The Maggid of Mezeritch taught: The Baal Shem Tov often used to say that love of the Jewish people is the same thing as love of God. The verse states, “You are children unto the Lord, your God.” When one loves the father, one loves the children (HaYom Yom, p. 81).

“Israel in whom I will praise Myself…“ (Isaiah 49:3). God cannot be [adaquately] praised—for who can comprehend His Essence? Therefore, God brought the Jewish people into existence in order to praise Himself. Just as a father praises himself because of his children, so does the Holy One, Blessed be He, praise Himself because of Israel (Sefer Baal Shem Tov, Ki Savo 4, citing Kisvey Kodesh).

“You shall love your neighbor as yourself” (Leviticus 19:18)—this is a reflection of the mitzvah, “You shall love the Lord, your God.” When one loves another Jew, he loves the Holy One, blessed be He. For the soul of a Jew is a “portion of God Above,” and when one loves a fellow Jew, he loves his innermost essence. Thus, he loves the Holy One, blessed be He, as well (HaYom Yom 78).

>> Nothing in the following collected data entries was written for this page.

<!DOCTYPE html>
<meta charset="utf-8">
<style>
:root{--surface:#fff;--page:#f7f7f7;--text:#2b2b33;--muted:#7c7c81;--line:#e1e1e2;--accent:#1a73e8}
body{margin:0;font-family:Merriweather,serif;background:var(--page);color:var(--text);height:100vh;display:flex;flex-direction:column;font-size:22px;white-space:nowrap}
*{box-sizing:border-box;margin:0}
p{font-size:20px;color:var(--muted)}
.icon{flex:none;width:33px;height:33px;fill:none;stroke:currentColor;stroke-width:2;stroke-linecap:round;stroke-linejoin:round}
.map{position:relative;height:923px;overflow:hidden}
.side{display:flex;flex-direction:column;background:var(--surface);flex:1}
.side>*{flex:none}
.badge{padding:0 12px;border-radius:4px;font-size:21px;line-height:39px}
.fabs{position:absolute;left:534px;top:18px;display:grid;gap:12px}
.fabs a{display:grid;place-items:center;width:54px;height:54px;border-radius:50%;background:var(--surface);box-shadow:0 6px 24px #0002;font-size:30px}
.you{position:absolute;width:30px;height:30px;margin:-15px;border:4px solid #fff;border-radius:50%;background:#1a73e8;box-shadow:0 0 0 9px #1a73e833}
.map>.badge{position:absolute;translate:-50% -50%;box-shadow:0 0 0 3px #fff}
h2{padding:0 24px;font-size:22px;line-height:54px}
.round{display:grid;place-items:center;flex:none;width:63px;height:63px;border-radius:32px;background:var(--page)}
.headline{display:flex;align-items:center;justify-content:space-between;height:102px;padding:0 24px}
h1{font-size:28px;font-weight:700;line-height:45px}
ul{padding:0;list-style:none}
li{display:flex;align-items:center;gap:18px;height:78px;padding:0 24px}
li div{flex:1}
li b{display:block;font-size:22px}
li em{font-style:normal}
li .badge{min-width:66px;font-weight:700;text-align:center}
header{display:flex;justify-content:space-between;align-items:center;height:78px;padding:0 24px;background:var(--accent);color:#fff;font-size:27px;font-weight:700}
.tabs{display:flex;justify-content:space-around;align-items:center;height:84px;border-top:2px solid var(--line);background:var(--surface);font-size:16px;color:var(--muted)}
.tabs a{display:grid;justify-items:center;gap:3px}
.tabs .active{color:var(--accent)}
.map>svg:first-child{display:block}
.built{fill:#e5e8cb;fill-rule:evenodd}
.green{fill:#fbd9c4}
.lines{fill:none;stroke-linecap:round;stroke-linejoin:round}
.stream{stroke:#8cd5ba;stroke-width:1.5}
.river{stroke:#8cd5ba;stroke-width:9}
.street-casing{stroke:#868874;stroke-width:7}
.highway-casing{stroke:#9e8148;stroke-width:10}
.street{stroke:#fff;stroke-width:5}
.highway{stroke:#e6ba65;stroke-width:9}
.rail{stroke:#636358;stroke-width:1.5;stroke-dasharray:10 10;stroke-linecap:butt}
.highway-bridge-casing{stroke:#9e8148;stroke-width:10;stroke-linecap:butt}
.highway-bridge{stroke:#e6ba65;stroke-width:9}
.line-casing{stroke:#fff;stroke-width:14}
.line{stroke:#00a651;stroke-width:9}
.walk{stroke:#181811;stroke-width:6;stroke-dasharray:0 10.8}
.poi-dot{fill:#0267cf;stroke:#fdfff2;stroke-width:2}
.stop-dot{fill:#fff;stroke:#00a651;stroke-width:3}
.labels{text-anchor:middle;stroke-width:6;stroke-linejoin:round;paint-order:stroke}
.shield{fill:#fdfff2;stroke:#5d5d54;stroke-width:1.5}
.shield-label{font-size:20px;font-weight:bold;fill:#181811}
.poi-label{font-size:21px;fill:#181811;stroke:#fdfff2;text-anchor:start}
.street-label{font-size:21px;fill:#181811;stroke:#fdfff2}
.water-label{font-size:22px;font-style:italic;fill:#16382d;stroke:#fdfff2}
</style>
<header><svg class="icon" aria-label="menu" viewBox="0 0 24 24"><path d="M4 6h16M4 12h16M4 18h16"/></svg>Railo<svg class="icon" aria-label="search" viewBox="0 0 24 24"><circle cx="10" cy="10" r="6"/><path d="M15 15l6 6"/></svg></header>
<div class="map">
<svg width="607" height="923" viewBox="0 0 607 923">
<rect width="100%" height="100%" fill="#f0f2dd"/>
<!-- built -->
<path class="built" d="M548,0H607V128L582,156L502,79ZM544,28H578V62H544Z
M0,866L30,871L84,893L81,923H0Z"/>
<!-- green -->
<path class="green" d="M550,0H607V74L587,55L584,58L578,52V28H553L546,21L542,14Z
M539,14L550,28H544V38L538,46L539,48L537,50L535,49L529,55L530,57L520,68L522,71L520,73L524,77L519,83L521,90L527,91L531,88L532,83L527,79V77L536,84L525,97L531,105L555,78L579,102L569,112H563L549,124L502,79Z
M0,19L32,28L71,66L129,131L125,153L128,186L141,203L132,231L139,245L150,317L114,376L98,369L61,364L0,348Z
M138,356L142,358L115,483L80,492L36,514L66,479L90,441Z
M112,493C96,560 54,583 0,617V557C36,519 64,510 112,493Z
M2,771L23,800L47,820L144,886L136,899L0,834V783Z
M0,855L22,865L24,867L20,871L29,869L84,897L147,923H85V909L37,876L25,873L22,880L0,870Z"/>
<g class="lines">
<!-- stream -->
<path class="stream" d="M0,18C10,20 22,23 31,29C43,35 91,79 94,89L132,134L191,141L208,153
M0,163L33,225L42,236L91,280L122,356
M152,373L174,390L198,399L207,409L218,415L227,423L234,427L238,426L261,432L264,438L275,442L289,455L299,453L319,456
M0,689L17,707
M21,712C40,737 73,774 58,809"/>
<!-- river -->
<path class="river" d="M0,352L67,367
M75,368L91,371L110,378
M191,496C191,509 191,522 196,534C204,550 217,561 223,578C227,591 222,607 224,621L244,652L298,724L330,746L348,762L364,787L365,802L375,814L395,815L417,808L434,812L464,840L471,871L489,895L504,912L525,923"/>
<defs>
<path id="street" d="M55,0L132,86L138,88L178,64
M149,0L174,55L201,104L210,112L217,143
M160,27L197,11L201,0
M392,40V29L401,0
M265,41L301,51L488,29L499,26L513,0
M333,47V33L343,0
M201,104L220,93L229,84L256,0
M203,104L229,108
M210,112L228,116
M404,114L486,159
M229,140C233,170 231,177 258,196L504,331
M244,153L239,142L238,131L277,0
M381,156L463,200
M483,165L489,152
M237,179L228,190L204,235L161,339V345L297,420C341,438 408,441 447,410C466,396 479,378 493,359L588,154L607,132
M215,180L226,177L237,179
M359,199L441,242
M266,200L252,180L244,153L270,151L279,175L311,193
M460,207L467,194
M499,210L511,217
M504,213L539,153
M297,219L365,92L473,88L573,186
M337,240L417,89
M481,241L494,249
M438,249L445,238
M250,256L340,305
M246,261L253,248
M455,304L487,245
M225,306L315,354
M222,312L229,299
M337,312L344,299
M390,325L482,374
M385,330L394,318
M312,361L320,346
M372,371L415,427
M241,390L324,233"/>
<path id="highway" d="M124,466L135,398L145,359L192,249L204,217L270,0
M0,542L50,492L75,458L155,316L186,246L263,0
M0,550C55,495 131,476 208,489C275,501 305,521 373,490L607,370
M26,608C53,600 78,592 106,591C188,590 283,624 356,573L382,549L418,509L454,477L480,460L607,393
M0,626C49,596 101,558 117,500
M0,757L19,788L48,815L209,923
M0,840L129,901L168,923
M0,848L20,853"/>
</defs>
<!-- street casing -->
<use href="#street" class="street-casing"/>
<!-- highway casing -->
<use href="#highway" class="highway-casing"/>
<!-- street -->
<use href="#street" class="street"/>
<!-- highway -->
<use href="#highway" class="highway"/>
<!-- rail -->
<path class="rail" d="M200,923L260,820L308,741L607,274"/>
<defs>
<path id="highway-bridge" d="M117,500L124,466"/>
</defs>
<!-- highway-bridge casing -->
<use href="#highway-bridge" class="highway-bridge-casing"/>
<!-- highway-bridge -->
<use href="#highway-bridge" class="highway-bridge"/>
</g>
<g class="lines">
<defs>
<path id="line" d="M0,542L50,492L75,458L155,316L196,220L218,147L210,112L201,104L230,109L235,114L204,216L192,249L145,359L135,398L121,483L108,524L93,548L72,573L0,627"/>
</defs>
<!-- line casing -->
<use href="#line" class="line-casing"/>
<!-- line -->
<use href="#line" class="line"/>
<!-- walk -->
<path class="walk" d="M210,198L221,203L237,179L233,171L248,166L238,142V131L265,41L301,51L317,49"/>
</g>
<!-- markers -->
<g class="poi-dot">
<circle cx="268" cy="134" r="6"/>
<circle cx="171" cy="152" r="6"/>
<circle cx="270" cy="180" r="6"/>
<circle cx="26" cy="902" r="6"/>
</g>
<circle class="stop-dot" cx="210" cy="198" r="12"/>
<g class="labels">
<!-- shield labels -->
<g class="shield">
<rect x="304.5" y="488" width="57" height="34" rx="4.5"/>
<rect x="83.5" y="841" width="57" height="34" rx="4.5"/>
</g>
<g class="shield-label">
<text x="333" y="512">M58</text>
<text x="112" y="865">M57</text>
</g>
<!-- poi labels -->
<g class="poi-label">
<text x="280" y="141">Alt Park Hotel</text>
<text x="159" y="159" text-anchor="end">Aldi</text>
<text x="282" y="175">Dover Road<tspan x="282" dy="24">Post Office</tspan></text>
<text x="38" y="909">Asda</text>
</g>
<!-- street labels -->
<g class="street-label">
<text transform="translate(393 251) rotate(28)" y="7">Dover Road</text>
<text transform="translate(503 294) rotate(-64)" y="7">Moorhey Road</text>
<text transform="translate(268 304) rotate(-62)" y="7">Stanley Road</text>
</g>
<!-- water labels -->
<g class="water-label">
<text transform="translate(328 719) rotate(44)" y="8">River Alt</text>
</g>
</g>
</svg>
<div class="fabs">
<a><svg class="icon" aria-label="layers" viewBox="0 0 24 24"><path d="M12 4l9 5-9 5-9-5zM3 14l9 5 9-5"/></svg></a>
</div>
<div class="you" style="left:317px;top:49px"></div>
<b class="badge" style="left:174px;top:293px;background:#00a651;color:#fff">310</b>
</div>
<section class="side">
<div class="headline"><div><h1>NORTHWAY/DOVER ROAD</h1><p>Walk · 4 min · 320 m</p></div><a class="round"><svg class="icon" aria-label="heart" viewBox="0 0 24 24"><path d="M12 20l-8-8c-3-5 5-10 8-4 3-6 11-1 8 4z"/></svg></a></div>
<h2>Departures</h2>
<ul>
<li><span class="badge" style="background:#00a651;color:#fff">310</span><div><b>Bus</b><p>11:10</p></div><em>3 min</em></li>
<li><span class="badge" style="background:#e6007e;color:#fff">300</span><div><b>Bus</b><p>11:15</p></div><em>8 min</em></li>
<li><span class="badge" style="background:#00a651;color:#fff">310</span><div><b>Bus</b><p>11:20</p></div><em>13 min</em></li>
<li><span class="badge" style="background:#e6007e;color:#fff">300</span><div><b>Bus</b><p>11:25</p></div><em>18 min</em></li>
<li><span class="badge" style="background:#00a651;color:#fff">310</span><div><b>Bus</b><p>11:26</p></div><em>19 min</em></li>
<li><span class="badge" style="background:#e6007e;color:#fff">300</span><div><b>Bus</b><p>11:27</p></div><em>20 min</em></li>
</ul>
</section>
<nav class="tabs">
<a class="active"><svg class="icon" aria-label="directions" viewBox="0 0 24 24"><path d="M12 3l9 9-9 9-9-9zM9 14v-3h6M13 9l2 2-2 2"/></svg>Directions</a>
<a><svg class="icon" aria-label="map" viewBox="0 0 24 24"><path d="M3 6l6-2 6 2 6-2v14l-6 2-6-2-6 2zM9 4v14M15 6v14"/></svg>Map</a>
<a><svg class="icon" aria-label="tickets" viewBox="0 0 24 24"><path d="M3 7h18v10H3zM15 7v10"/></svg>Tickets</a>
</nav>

[God told Avraham: I Look to the heavens and count the stars … Thus shall be your offspring” (Genesis 15:15). The Baal Shem Tov explained: The stars appear very small, but in heaven they are really very large. The same is true of the Jewish people. In this world, they appear very small. But in the Supernal World, they are really very great (Rabbi Zvi Hirsch of Ziditchov, Beis Yisrael, Lekh Lekha 36, cited in Sefer Baal Shem Tov, Lekh Lekha 27).

The Baal Shem Tov taught: The Holy One, blessed be He, sends a soul to the world to live seventy or eighty years, just to do another Jew a favor, materially in general or spiritually in particular (Likutey Dibburim, Vol. III, p. 1126, cited in Kesser Shem Tov, Hosafos, 130).